Records shown START

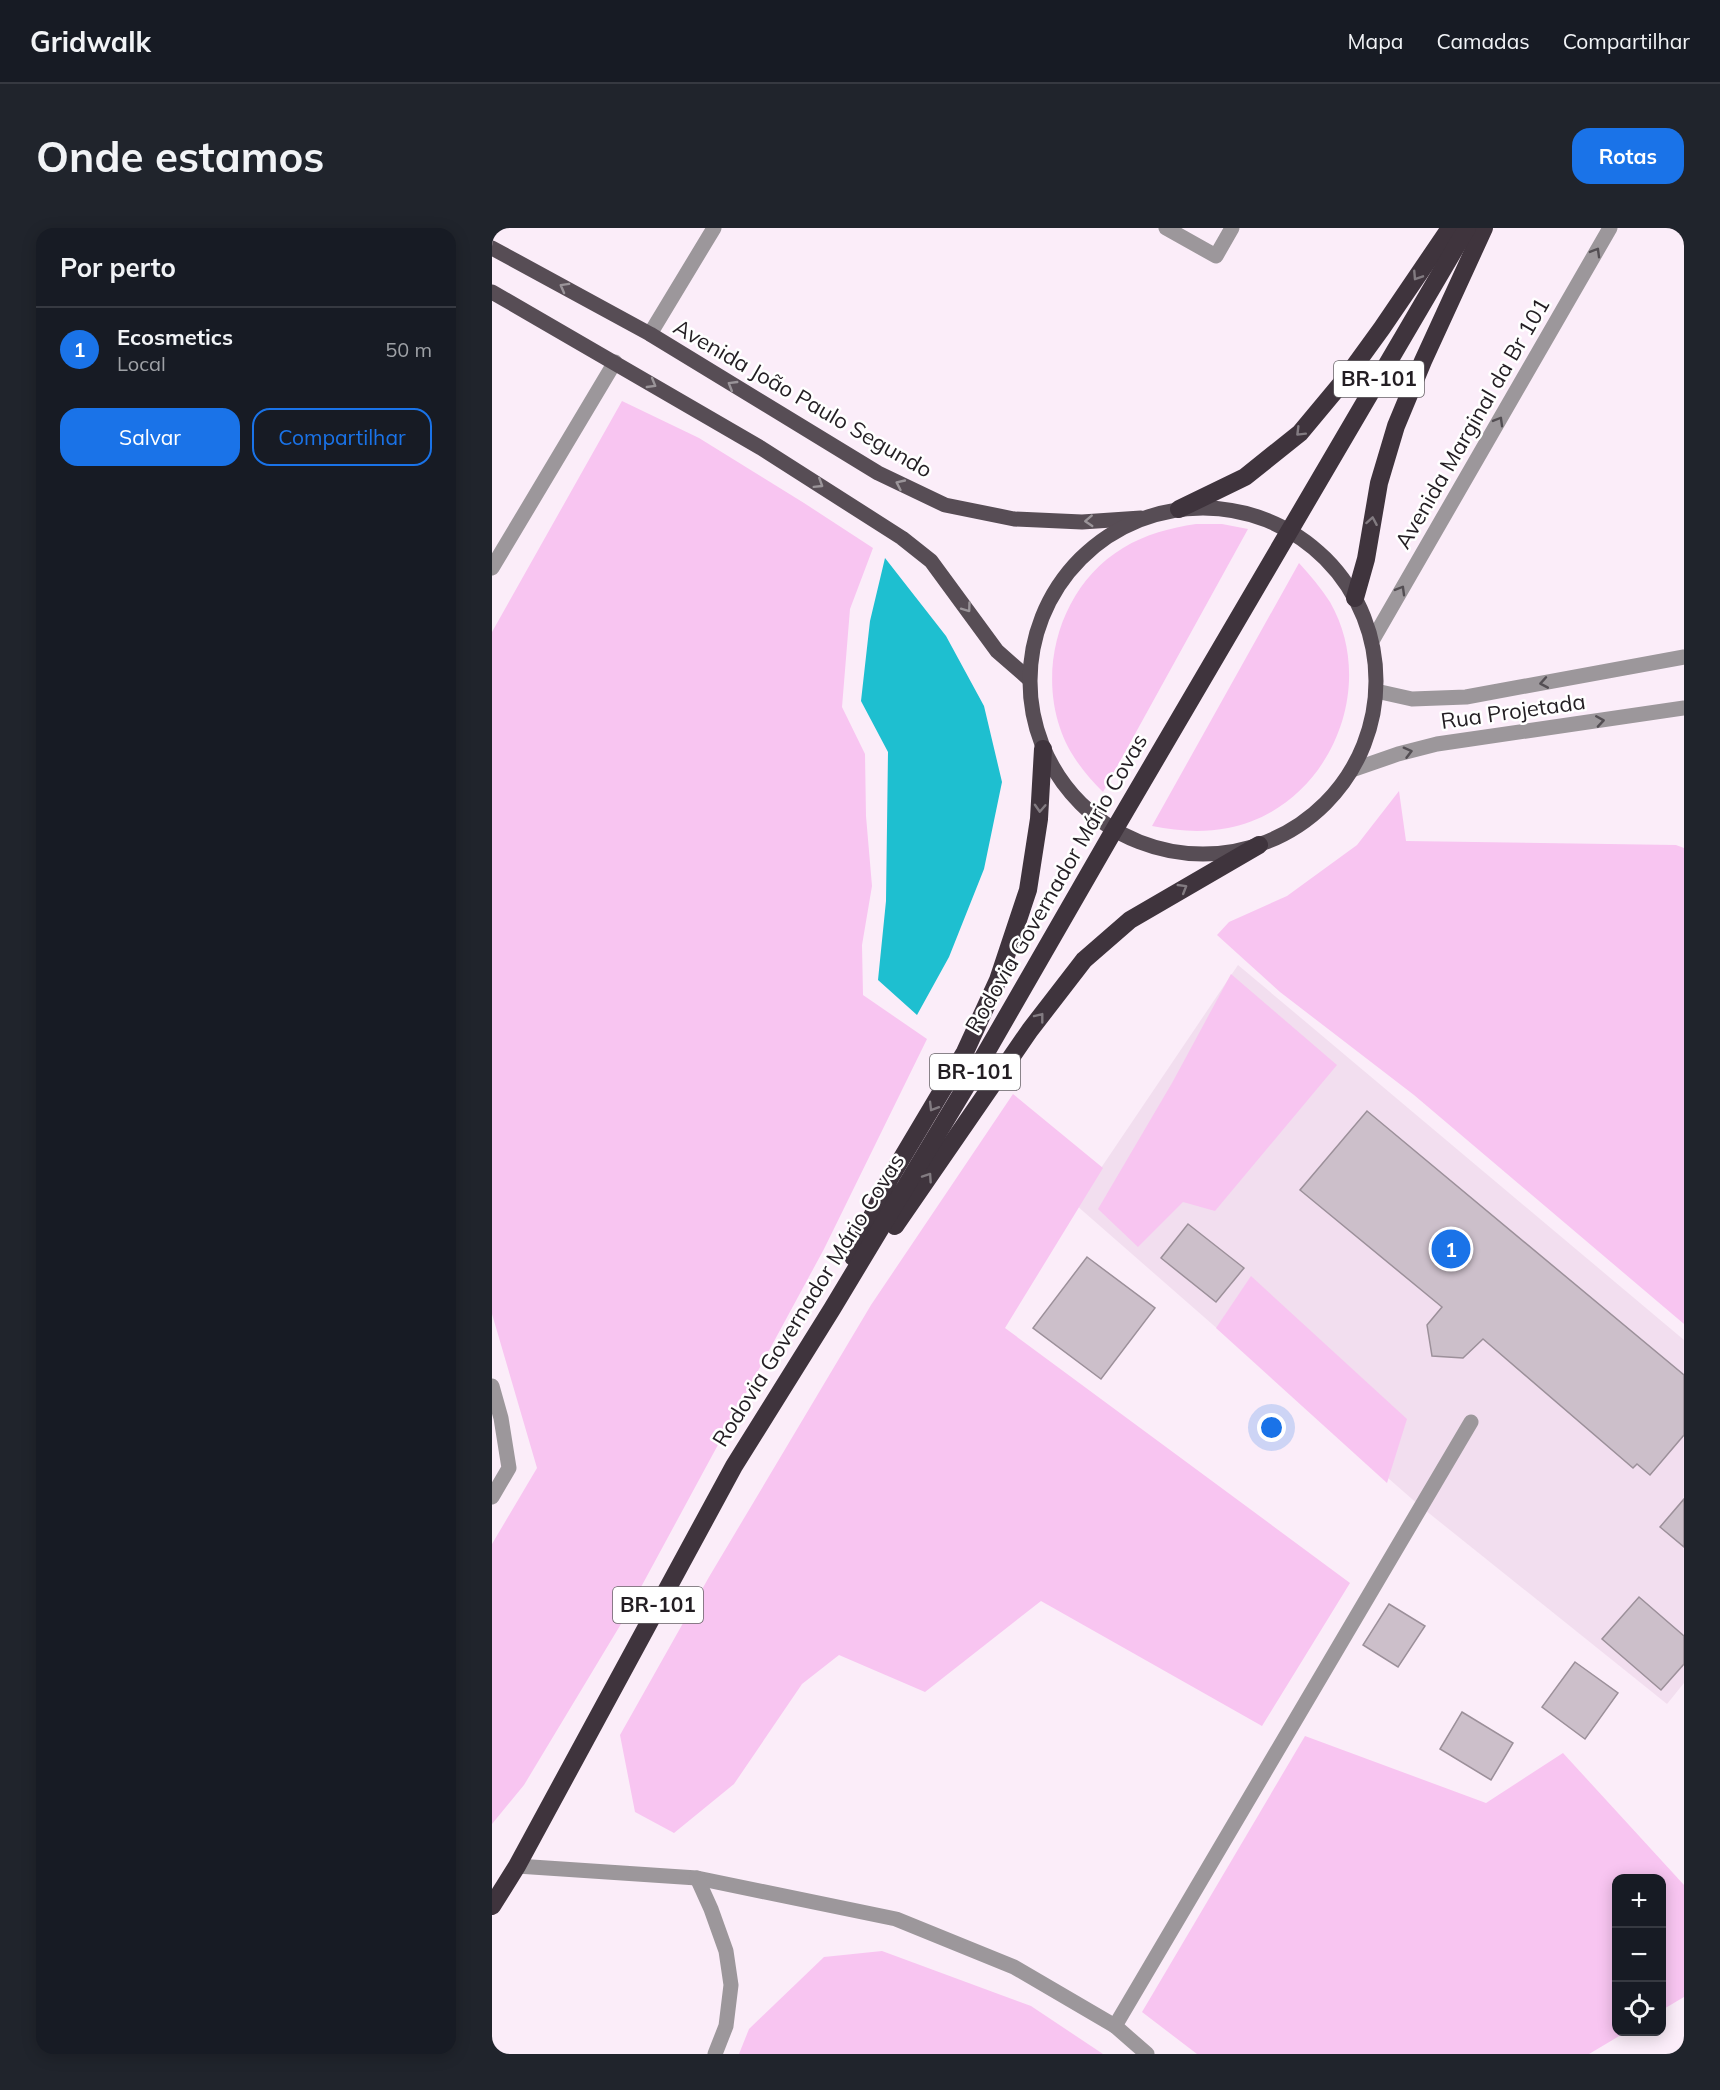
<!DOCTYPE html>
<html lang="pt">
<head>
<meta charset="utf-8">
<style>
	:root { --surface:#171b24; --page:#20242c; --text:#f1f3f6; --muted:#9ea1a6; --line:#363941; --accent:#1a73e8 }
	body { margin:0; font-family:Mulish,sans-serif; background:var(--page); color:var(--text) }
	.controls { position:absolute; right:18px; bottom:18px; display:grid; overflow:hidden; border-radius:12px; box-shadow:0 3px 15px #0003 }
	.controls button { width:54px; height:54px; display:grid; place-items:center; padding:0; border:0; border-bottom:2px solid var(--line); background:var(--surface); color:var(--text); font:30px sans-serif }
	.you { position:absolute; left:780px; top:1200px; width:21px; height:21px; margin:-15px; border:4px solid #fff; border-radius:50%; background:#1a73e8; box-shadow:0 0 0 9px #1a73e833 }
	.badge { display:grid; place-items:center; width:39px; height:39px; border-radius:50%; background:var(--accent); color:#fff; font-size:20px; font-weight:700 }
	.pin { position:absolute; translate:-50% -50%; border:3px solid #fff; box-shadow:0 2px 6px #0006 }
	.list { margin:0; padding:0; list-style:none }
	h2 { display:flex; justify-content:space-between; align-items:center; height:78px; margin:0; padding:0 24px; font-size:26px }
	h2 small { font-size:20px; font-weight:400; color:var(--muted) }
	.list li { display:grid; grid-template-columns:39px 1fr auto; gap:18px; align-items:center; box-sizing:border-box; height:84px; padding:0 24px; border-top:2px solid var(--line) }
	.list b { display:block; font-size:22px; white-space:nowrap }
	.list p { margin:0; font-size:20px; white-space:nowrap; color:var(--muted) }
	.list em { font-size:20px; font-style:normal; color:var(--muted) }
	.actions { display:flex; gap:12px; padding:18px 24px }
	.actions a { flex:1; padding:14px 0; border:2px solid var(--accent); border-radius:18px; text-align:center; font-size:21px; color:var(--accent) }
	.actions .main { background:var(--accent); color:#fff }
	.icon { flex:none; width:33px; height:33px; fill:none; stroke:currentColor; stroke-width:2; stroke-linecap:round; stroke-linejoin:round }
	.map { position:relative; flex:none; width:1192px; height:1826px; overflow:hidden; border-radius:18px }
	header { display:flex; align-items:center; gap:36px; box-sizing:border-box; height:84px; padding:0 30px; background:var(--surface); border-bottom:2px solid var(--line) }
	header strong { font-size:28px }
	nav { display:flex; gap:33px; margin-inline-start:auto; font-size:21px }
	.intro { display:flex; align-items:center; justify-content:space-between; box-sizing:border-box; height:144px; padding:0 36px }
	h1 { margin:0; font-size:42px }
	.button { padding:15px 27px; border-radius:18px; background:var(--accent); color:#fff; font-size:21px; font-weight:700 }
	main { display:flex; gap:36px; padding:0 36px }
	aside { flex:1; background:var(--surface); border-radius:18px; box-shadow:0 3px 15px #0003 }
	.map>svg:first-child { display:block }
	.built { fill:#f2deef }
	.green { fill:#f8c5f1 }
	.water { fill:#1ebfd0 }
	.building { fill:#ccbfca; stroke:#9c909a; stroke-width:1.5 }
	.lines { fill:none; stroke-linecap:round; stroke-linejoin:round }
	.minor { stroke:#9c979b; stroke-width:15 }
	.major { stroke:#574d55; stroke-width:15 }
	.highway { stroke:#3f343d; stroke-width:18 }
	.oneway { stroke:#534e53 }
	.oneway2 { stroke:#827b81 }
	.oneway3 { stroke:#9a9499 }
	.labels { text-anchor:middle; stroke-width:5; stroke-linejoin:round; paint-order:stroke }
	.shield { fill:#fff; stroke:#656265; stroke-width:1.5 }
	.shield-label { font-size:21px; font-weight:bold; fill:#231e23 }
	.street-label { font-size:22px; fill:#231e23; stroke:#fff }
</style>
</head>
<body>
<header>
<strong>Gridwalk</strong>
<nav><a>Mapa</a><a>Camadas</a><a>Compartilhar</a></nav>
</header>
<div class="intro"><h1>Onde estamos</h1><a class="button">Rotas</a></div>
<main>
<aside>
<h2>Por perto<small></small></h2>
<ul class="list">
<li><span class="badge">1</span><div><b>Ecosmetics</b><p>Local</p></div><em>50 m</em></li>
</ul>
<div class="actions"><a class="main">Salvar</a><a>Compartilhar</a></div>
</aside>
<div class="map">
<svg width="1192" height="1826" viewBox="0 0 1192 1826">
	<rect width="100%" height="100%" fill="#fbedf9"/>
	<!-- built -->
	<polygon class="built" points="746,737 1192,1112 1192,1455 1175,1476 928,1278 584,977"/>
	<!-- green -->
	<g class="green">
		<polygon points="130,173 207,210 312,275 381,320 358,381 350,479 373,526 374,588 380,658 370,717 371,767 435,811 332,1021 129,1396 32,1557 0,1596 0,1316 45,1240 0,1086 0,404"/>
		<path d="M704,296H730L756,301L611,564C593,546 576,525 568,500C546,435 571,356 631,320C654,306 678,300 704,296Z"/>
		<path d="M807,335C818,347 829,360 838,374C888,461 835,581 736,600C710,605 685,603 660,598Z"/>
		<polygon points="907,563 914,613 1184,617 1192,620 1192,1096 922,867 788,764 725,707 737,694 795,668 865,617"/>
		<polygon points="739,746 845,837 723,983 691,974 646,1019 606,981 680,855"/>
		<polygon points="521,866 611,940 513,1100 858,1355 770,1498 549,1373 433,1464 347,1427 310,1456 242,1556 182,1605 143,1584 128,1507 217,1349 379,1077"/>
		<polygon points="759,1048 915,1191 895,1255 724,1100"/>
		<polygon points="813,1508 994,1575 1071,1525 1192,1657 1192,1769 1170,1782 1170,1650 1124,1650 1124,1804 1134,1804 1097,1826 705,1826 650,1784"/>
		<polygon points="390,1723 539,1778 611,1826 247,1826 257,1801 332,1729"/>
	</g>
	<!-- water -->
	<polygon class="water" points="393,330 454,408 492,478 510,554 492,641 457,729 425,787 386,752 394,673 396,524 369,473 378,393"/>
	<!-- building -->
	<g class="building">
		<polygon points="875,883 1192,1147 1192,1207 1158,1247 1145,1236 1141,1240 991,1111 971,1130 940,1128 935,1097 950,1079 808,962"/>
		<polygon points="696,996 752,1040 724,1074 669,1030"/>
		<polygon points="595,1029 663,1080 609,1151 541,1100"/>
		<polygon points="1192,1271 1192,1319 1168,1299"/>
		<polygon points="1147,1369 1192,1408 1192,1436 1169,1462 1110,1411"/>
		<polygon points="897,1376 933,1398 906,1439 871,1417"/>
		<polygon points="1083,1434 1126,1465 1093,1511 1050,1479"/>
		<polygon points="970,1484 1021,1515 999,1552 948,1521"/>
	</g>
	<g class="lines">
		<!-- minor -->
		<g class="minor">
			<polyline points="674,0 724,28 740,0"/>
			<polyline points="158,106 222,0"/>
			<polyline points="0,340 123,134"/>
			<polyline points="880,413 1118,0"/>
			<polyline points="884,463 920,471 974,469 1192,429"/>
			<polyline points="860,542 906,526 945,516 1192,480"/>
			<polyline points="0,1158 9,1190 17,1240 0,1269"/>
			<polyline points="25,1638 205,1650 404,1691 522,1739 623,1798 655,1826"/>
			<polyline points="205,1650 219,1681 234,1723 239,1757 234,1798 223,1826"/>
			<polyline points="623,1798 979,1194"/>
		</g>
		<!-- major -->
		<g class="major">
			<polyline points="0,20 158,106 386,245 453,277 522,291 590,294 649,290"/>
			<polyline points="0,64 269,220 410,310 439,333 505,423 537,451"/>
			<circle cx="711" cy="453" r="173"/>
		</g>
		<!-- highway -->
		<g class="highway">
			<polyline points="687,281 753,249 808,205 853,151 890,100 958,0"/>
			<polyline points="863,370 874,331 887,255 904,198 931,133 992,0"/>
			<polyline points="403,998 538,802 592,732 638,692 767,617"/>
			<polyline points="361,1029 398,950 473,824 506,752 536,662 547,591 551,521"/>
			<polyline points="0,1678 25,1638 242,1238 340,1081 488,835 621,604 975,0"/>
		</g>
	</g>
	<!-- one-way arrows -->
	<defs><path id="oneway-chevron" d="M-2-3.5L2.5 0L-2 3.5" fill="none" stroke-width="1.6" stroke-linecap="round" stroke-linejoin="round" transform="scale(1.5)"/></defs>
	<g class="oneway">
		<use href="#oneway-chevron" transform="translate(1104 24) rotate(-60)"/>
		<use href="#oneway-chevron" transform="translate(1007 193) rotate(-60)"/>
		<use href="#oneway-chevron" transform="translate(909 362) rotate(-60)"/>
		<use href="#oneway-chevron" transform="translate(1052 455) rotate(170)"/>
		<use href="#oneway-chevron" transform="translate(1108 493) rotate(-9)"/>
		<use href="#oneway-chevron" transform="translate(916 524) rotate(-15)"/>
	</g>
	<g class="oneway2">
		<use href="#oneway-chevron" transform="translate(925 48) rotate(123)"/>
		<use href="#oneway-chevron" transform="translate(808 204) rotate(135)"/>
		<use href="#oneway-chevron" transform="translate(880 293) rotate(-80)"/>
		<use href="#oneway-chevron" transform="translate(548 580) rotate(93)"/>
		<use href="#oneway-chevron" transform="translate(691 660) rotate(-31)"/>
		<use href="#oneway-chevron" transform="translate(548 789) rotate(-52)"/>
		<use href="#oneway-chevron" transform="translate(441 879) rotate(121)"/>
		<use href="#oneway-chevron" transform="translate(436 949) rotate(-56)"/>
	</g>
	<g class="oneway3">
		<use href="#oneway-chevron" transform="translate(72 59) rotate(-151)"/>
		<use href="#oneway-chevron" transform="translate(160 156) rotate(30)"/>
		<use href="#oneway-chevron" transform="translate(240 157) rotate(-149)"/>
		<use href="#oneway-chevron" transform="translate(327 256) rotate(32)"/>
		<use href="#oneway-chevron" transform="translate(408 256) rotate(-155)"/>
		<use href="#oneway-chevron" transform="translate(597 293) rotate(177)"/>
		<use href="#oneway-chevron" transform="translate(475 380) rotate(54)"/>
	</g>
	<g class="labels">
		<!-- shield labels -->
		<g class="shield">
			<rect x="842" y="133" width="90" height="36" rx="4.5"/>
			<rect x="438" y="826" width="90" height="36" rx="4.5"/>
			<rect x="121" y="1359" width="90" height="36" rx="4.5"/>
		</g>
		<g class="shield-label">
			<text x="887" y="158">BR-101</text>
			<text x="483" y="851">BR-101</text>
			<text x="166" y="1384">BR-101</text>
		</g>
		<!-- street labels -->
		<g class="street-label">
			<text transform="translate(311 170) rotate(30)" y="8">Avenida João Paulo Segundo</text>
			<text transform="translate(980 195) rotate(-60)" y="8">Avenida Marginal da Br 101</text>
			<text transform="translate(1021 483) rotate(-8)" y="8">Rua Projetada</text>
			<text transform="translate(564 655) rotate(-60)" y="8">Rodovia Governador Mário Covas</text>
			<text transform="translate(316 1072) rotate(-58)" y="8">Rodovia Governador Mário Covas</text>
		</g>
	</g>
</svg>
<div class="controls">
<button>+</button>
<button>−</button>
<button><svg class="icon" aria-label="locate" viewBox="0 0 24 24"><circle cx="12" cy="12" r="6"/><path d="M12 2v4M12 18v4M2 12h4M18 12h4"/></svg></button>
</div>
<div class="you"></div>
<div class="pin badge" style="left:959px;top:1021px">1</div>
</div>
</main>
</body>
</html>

Records shown END

• [Task prompt]: Verbatim copy, pictures excluded: output the lines from the first line of the records above through the line containing "margin:0; font-family:Mulish,sans-serif; background:var(--page);".

• [Result for this task]:
<!DOCTYPE html>
<html lang="pt">
<head>
<meta charset="utf-8">
<style>
	:root { --surface:#171b24; --page:#20242c; --text:#f1f3f6; --muted:#9ea1a6; --line:#363941; --accent:#1a73e8 }
	body { margin:0; font-family:Mulish,sans-serif; background:var(--page); color:var(--text) }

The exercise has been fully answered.